> RECORDS SUPPLIED:
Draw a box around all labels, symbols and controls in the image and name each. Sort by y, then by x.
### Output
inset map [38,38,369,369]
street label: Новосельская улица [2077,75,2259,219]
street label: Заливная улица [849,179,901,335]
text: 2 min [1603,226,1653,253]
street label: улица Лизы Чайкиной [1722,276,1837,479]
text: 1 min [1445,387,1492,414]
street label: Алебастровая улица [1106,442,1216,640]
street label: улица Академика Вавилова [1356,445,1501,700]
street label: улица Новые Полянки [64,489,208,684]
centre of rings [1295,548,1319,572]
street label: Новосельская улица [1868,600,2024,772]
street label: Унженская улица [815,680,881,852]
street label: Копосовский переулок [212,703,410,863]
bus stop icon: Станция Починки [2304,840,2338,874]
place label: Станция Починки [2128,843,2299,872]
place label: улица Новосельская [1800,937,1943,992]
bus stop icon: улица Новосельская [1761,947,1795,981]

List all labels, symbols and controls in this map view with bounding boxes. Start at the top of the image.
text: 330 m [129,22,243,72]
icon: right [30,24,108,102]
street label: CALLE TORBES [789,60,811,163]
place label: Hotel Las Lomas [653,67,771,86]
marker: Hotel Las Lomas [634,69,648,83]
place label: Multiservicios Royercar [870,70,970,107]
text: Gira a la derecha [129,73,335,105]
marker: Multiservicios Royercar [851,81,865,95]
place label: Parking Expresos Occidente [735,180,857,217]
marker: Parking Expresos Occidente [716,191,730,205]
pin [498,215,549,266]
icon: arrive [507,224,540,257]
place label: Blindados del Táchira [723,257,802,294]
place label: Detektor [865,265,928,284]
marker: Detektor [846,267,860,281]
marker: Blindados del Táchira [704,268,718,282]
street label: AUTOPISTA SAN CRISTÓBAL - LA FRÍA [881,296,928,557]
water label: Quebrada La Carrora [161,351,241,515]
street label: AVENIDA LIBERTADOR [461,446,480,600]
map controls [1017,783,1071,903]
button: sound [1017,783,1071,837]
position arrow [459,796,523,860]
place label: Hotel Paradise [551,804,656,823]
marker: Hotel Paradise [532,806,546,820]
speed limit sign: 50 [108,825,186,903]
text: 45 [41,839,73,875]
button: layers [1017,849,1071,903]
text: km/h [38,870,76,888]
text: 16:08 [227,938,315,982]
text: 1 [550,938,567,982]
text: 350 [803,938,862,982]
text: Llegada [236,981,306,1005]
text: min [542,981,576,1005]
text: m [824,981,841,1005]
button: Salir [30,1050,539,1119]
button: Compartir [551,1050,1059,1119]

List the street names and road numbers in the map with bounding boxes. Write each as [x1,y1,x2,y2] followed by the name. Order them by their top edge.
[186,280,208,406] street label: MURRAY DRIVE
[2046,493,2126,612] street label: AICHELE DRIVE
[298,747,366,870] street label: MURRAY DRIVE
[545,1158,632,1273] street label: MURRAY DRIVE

> EXERCISE DIRECTIONS: Search the listing above for the string "Новосельская" and copy each line that has it.

> ANSWER:
street label: Новосельская улица [2077,75,2259,219]
street label: Новосельская улица [1868,600,2024,772]
place label: улица Новосельская [1800,937,1943,992]
bus stop icon: улица Новосельская [1761,947,1795,981]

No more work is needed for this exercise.